DATA FOR ANALYSIS
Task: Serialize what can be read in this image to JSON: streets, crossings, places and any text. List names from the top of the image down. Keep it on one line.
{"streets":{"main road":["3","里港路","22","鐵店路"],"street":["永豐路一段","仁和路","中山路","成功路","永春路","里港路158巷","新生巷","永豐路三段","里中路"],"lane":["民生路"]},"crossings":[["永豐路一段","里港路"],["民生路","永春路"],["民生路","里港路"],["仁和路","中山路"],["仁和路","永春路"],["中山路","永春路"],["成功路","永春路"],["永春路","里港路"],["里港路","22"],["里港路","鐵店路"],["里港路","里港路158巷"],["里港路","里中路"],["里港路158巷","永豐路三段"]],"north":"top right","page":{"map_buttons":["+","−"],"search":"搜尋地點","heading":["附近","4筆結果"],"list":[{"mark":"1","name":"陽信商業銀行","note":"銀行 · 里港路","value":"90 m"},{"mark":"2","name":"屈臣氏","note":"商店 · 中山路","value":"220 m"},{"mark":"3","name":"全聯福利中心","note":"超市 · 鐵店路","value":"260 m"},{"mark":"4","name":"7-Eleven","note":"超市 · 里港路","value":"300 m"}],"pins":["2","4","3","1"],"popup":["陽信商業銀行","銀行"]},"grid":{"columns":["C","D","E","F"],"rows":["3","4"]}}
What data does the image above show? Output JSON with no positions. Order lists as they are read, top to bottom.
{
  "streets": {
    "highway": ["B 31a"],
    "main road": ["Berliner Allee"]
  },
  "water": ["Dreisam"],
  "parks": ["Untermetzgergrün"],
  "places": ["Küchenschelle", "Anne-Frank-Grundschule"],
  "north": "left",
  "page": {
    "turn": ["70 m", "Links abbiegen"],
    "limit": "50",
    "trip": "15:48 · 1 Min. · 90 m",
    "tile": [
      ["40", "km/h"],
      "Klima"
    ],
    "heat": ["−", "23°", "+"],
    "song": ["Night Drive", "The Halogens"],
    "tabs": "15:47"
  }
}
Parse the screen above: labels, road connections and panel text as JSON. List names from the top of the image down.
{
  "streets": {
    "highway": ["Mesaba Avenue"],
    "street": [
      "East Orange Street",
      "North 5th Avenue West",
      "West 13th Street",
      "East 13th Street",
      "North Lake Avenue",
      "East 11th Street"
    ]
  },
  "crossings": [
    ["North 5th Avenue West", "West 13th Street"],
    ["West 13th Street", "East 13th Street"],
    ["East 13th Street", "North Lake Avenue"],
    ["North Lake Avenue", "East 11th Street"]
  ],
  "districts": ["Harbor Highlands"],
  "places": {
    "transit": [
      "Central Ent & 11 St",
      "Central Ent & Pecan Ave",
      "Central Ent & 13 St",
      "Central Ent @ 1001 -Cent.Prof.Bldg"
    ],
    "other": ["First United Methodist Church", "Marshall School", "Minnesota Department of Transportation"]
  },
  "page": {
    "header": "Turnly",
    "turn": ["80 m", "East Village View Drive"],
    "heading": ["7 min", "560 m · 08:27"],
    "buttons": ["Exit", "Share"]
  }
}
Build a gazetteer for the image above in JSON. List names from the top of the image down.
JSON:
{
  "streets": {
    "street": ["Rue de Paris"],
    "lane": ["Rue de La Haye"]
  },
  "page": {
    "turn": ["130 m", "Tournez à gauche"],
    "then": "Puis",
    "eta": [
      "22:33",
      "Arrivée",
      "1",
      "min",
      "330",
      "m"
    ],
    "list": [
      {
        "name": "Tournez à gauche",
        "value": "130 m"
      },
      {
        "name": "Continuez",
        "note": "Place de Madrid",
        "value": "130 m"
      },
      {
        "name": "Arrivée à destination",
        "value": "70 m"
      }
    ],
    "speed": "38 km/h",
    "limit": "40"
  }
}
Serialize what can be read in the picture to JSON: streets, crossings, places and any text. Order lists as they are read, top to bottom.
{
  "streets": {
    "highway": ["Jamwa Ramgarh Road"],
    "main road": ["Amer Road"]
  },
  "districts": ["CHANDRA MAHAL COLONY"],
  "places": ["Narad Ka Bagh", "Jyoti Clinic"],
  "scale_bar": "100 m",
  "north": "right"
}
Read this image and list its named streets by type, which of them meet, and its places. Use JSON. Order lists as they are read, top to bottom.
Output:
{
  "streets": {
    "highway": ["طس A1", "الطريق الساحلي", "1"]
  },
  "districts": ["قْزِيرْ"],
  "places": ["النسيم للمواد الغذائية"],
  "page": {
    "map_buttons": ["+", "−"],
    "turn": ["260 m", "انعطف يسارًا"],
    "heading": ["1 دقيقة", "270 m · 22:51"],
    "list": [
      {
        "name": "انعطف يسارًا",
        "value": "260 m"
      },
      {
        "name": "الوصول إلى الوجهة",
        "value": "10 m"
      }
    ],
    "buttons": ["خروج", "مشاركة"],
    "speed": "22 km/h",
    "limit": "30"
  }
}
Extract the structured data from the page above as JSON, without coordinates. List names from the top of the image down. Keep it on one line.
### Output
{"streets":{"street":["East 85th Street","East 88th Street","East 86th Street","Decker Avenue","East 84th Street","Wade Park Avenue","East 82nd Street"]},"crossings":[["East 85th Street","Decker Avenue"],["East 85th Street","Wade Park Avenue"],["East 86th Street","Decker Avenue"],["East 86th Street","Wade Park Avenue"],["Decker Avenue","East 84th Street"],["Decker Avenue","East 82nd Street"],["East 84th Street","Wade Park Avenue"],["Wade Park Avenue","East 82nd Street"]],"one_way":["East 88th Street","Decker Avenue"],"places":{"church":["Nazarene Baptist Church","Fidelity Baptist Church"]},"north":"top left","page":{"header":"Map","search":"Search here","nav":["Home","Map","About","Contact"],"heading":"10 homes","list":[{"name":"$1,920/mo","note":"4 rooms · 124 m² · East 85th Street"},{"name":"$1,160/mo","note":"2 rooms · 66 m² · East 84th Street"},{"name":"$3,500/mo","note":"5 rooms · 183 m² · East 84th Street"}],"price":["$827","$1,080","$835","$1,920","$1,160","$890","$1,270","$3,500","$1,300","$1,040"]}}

WHAT YOU HAVE TO DO
Working from the material above, reproduce it in full and unchanged.

TASK OUTPUT
Task: Serialize what can be read in this image to JSON: streets, crossings, places and any text. List names from the top of the image down. Keep it on one line.
{"streets":{"main road":["3","里港路","22","鐵店路"],"street":["永豐路一段","仁和路","中山路","成功路","永春路","里港路158巷","新生巷","永豐路三段","里中路"],"lane":["民生路"]},"crossings":[["永豐路一段","里港路"],["民生路","永春路"],["民生路","里港路"],["仁和路","中山路"],["仁和路","永春路"],["中山路","永春路"],["成功路","永春路"],["永春路","里港路"],["里港路","22"],["里港路","鐵店路"],["里港路","里港路158巷"],["里港路","里中路"],["里港路158巷","永豐路三段"]],"north":"top right","page":{"map_buttons":["+","−"],"search":"搜尋地點","heading":["附近","4筆結果"],"list":[{"mark":"1","name":"陽信商業銀行","note":"銀行 · 里港路","value":"90 m"},{"mark":"2","name":"屈臣氏","note":"商店 · 中山路","value":"220 m"},{"mark":"3","name":"全聯福利中心","note":"超市 · 鐵店路","value":"260 m"},{"mark":"4","name":"7-Eleven","note":"超市 · 里港路","value":"300 m"}],"pins":["2","4","3","1"],"popup":["陽信商業銀行","銀行"]},"grid":{"columns":["C","D","E","F"],"rows":["3","4"]}}
What data does the image above show? Output JSON with no positions. Order lists as they are read, top to bottom.
{
  "streets": {
    "highway": ["B 31a"],
    "main road": ["Berliner Allee"]
  },
  "water": ["Dreisam"],
  "parks": ["Untermetzgergrün"],
  "places": ["Küchenschelle", "Anne-Frank-Grundschule"],
  "north": "left",
  "page": {
    "turn": ["70 m", "Links abbiegen"],
    "limit": "50",
    "trip": "15:48 · 1 Min. · 90 m",
    "tile": [
      ["40", "km/h"],
      "Klima"
    ],
    "heat": ["−", "23°", "+"],
    "song": ["Night Drive", "The Halogens"],
    "tabs": "15:47"
  }
}
Parse the screen above: labels, road connections and panel text as JSON. List names from the top of the image down.
{
  "streets": {
    "highway": ["Mesaba Avenue"],
    "street": [
      "East Orange Street",
      "North 5th Avenue West",
      "West 13th Street",
      "East 13th Street",
      "North Lake Avenue",
      "East 11th Street"
    ]
  },
  "crossings": [
    ["North 5th Avenue West", "West 13th Street"],
    ["West 13th Street", "East 13th Street"],
    ["East 13th Street", "North Lake Avenue"],
    ["North Lake Avenue", "East 11th Street"]
  ],
  "districts": ["Harbor Highlands"],
  "places": {
    "transit": [
      "Central Ent & 11 St",
      "Central Ent & Pecan Ave",
      "Central Ent & 13 St",
      "Central Ent @ 1001 -Cent.Prof.Bldg"
    ],
    "other": ["First United Methodist Church", "Marshall School", "Minnesota Department of Transportation"]
  },
  "page": {
    "header": "Turnly",
    "turn": ["80 m", "East Village View Drive"],
    "heading": ["7 min", "560 m · 08:27"],
    "buttons": ["Exit", "Share"]
  }
}
Build a gazetteer for the image above in JSON. List names from the top of the image down.
JSON:
{
  "streets": {
    "street": ["Rue de Paris"],
    "lane": ["Rue de La Haye"]
  },
  "page": {
    "turn": ["130 m", "Tournez à gauche"],
    "then": "Puis",
    "eta": [
      "22:33",
      "Arrivée",
      "1",
      "min",
      "330",
      "m"
    ],
    "list": [
      {
        "name": "Tournez à gauche",
        "value": "130 m"
      },
      {
        "name": "Continuez",
        "note": "Place de Madrid",
        "value": "130 m"
      },
      {
        "name": "Arrivée à destination",
        "value": "70 m"
      }
    ],
    "speed": "38 km/h",
    "limit": "40"
  }
}
Serialize what can be read in the picture to JSON: streets, crossings, places and any text. Order lists as they are read, top to bottom.
{
  "streets": {
    "highway": ["Jamwa Ramgarh Road"],
    "main road": ["Amer Road"]
  },
  "districts": ["CHANDRA MAHAL COLONY"],
  "places": ["Narad Ka Bagh", "Jyoti Clinic"],
  "scale_bar": "100 m",
  "north": "right"
}
Read this image and list its named streets by type, which of them meet, and its places. Use JSON. Order lists as they are read, top to bottom.
Output:
{
  "streets": {
    "highway": ["طس A1", "الطريق الساحلي", "1"]
  },
  "districts": ["قْزِيرْ"],
  "places": ["النسيم للمواد الغذائية"],
  "page": {
    "map_buttons": ["+", "−"],
    "turn": ["260 m", "انعطف يسارًا"],
    "heading": ["1 دقيقة", "270 m · 22:51"],
    "list": [
      {
        "name": "انعطف يسارًا",
        "value": "260 m"
      },
      {
        "name": "الوصول إلى الوجهة",
        "value": "10 m"
      }
    ],
    "buttons": ["خروج", "مشاركة"],
    "speed": "22 km/h",
    "limit": "30"
  }
}
Extract the structured data from the page above as JSON, without coordinates. List names from the top of the image down. Keep it on one line.
### Output
{"streets":{"street":["East 85th Street","East 88th Street","East 86th Street","Decker Avenue","East 84th Street","Wade Park Avenue","East 82nd Street"]},"crossings":[["East 85th Street","Decker Avenue"],["East 85th Street","Wade Park Avenue"],["East 86th Street","Decker Avenue"],["East 86th Street","Wade Park Avenue"],["Decker Avenue","East 84th Street"],["Decker Avenue","East 82nd Street"],["East 84th Street","Wade Park Avenue"],["Wade Park Avenue","East 82nd Street"]],"one_way":["East 88th Street","Decker Avenue"],"places":{"church":["Nazarene Baptist Church","Fidelity Baptist Church"]},"north":"top left","page":{"header":"Map","search":"Search here","nav":["Home","Map","About","Contact"],"heading":"10 homes","list":[{"name":"$1,920/mo","note":"4 rooms · 124 m² · East 85th Street"},{"name":"$1,160/mo","note":"2 rooms · 66 m² · East 84th Street"},{"name":"$3,500/mo","note":"5 rooms · 183 m² · East 84th Street"}],"price":["$827","$1,080","$835","$1,920","$1,160","$890","$1,270","$3,500","$1,300","$1,040"]}}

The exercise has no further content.